WHAT THE TASK REQUIRES: As an exercise, transcribe the data below in full and exactly, omitting pictures.

DATA BLOCK:
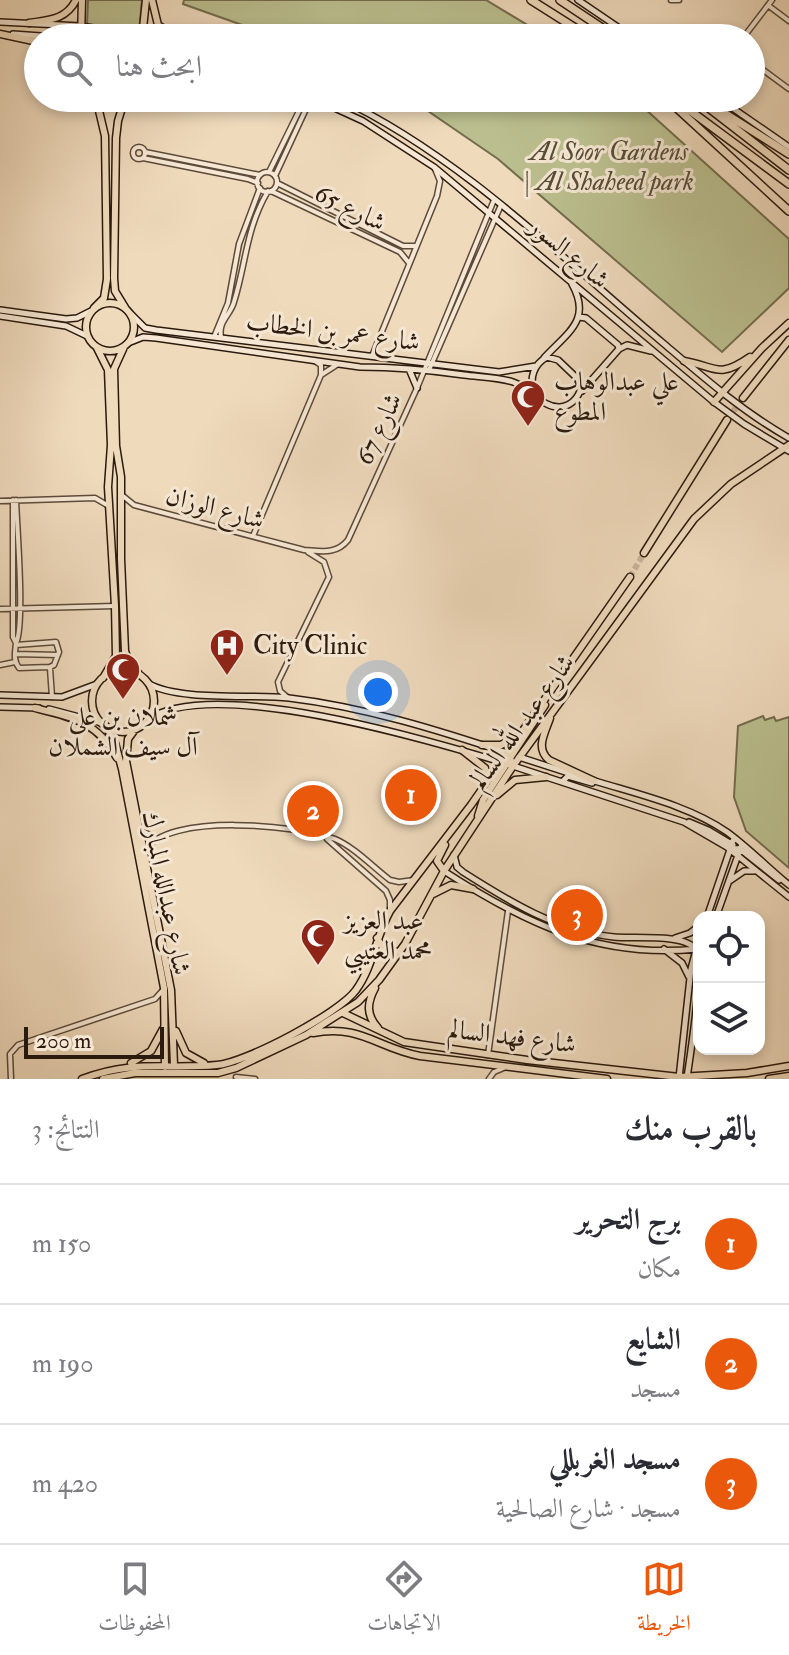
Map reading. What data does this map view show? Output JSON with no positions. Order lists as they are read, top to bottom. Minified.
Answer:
{"streets":{"main road":["شارع السور","شارع عمر بن الخطاب","شارع عبد الله السالم","شارع عبدالله المبارك","شارع فهد السالم"],"street":["شارع 65","شارع 67","شارع الوزان"]},"crossings":[["شارع السور","شارع 67"],["شارع السور","شارع عبد الله السالم"],["شارع عمر بن الخطاب","شارع 67"],["شارع 67","شارع الوزان"],["شارع عبد الله السالم","شارع عبدالله المبارك"],["شارع عبد الله السالم","شارع فهد السالم"],["شارع عبدالله المبارك","شارع فهد السالم"]],"parks":["Al Soor Gardens | Al Shaheed park"],"places":{"mosque":["علي عبدالوهاب المطوع","شملان بن علي آل سيف الشملان","عبد العزيز محمد العتيبي"],"hospital":["City Clinic"]},"scale_bar":"200 m","page":{"search":"ابحث هنا","pins":["1","2","3"],"scale":"200 m","heading":["بالقرب منك","النتائج: 3"],"list":[{"mark":"1","name":"برج التحرير","note":"مكان","value":"150 m"},{"mark":"2","name":"الشايع","note":"مسجد","value":"190 m"},{"mark":"3","name":"مسجد الغربللي","note":"مسجد · شارع الصالحية","value":"420 m"}],"nav":["الخريطة","الاتجاهات","المحفوظات"]}}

TASK OUTPUT:
Map reading. What data does this map view show? Output JSON with no positions. Order lists as they are read, top to bottom. Minified.
Answer:
{"streets":{"main road":["شارع السور","شارع عمر بن الخطاب","شارع عبد الله السالم","شارع عبدالله المبارك","شارع فهد السالم"],"street":["شارع 65","شارع 67","شارع الوزان"]},"crossings":[["شارع السور","شارع 67"],["شارع السور","شارع عبد الله السالم"],["شارع عمر بن الخطاب","شارع 67"],["شارع 67","شارع الوزان"],["شارع عبد الله السالم","شارع عبدالله المبارك"],["شارع عبد الله السالم","شارع فهد السالم"],["شارع عبدالله المبارك","شارع فهد السالم"]],"parks":["Al Soor Gardens | Al Shaheed park"],"places":{"mosque":["علي عبدالوهاب المطوع","شملان بن علي آل سيف الشملان","عبد العزيز محمد العتيبي"],"hospital":["City Clinic"]},"scale_bar":"200 m","page":{"search":"ابحث هنا","pins":["1","2","3"],"scale":"200 m","heading":["بالقرب منك","النتائج: 3"],"list":[{"mark":"1","name":"برج التحرير","note":"مكان","value":"150 m"},{"mark":"2","name":"الشايع","note":"مسجد","value":"190 m"},{"mark":"3","name":"مسجد الغربللي","note":"مسجد · شارع الصالحية","value":"420 m"}],"nav":["الخريطة","الاتجاهات","المحفوظات"]}}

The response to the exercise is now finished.